(Data Opens)

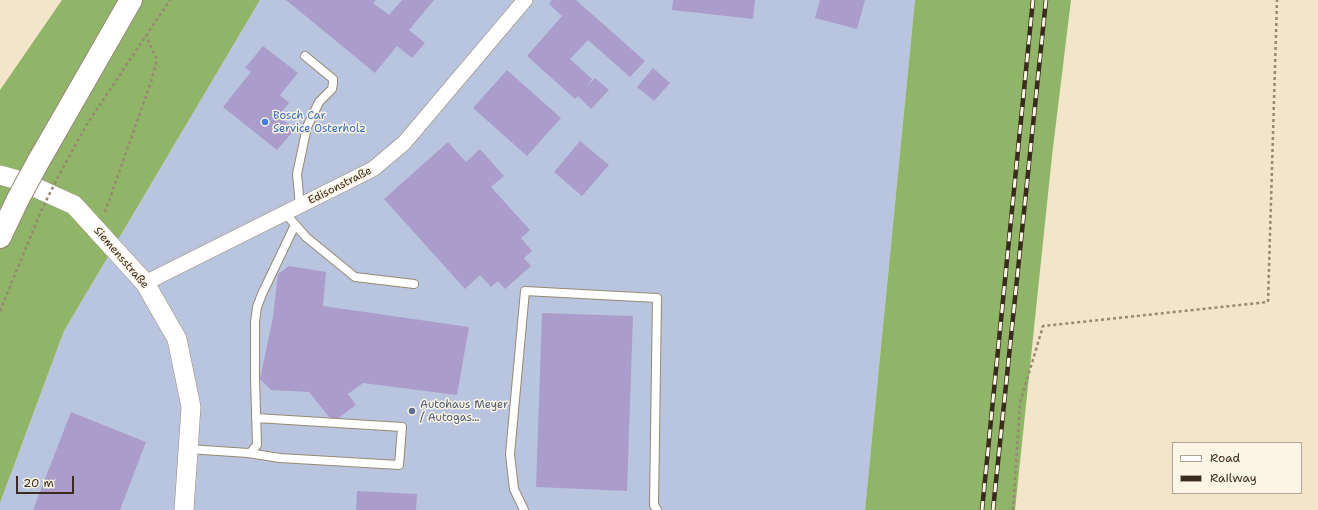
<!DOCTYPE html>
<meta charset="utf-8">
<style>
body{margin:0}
#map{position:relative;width:1318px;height:510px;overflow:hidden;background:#f3e5c9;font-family:"Shantell Sans",sans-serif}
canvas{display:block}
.legend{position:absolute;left:1172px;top:442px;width:130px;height:52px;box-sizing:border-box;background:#fcf5e5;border:1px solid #afa495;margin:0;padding:5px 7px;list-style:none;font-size:12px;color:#3b2a1e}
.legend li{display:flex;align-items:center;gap:8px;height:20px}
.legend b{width:20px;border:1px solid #afa495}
.scale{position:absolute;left:16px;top:476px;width:58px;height:18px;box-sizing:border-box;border:2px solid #3b2a1e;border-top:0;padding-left:5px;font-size:12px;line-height:14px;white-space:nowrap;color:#3b2a1e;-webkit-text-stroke:3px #fcf5e5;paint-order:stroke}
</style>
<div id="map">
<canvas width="1318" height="510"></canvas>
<ul class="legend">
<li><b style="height:5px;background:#fff"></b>Road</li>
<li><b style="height:5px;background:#3b2a1e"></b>Railway</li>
</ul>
<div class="scale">20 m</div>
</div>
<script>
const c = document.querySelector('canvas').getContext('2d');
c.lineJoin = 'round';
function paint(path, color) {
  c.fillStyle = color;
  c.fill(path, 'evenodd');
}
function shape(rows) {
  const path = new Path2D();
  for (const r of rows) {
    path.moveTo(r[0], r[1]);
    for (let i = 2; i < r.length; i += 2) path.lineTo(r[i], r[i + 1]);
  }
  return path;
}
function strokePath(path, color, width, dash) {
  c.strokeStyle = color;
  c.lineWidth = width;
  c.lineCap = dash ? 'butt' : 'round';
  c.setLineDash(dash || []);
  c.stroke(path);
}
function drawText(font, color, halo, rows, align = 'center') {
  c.font = font + ' "Shantell Sans",sans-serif';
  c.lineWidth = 3;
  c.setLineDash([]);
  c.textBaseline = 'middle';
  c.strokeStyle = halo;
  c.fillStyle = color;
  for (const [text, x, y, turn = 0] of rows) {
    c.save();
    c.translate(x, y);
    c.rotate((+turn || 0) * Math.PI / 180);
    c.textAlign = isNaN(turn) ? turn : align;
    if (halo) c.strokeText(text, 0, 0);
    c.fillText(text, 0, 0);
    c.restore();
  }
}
paint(shape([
 [260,0,915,0,865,510,0,510,0,503,64,331]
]), '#b9c5de');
paint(shape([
 [62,0,260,0,64,331,0,503,0,90],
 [915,0,1071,0,1052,156,1015,510,865,510]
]), '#90b569');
paint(shape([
 [286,0,376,0,373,3,389,15,402,0,434,0,409,30,425,43,412,58,397,46,375,73],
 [552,0,576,0,645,61,630,77,588,40,570,59,592,79,587,86,595,78,609,90,591,109,578,96,575,99,527,56,562,16,549,4],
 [673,0,755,0,753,19,672,10],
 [820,0,865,0,857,29,815,18],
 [263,46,298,73,280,95,289,103,278,116,295,129,277,150,223,107,251,72,245,68],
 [653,68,670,83,654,101,637,87],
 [507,70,561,118,527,156,473,108],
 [580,141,609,165,582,196,554,172],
 [448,142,466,162,480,149,504,176,491,187,530,230,521,238,532,251,524,258,531,266,505,289,498,281,491,287,480,275,465,289,384,199],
 [289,266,326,272,323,306,469,327,457,395,363,383,348,394,356,405,333,422,309,392,271,390,260,379,273,317,278,274],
 [542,313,633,316,627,491,536,487],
 [71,412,146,442,120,510,33,510],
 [357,491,417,494,416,510,356,510]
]), '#aa9dcb');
const service = shape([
 [300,206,297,174,307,127,319,102,332,89,333,83,333,79,305,56],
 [285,213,306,237,355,277,414,284],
 [188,449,248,453,251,452,257,445,255,377,255,322,257,307,262,294,295,225],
 [248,453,280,458,399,465,402,427,256,418],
 [524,510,514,489,510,454,525,291,657,298,654,505,657,510]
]);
const minor = shape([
 [145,283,373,169,404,143,525,0]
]);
const tertiary = shape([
 [0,175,21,181,74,205,145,283,177,339,191,407,184,510]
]);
const primary = shape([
 [38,162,131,0],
 [0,237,18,199]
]);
strokePath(service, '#978874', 10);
strokePath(minor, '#978874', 16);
strokePath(tertiary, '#978874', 20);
strokePath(primary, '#978874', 24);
strokePath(shape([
 [60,173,87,124,170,0],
 [105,212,151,82,157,59,146,36],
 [0,311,41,211],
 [1013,510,1020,403,1043,326,1268,302,1277,0]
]), '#978874', 2.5, [3, 3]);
strokePath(service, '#fff', 8);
strokePath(minor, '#fff', 15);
strokePath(tertiary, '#fff', 19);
strokePath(primary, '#fff', 22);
const rail = shape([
 [982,510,1033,0],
 [993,510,1046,0]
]);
strokePath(rail, '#3b2a1e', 4.5);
strokePath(rail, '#fcf5e5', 3, [9]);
const primaryBridge = shape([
 [18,199,38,162]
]);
strokePath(primaryBridge, '#978874', 24, []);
strokePath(shape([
 [41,211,60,173]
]), '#978874', 2.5, [3, 3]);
strokePath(primaryBridge, '#fff', 22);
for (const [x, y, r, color] of [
 [265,122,4,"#3f7fe0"],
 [412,411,4,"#5c6f8a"]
]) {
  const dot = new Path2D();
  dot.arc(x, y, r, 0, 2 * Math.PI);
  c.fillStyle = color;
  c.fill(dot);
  strokePath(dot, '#fcf5e5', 1.5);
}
drawText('11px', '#366cbe', '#fcf5e5', [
 ["Bosch Car",273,116],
 ["Service Osterholz",273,129]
], 'left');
drawText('11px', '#3b2a1e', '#fcf5e5', [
 ["Edisonstraße",340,186,-27],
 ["Siemensstraße",121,258,49]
]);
drawText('11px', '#4e5e75', '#fcf5e5', [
 ["Autohaus Meyer",420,405],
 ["/ Autogas...",420,418]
], 'left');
</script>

(Data Closes)

* **Work required**
Every line of the listing that includes the word "function" must be copied.

* **Solution**
function paint(path, color) {
function shape(rows) {
function strokePath(path, color, width, dash) {
function drawText(font, color, halo, rows, align = 'center') {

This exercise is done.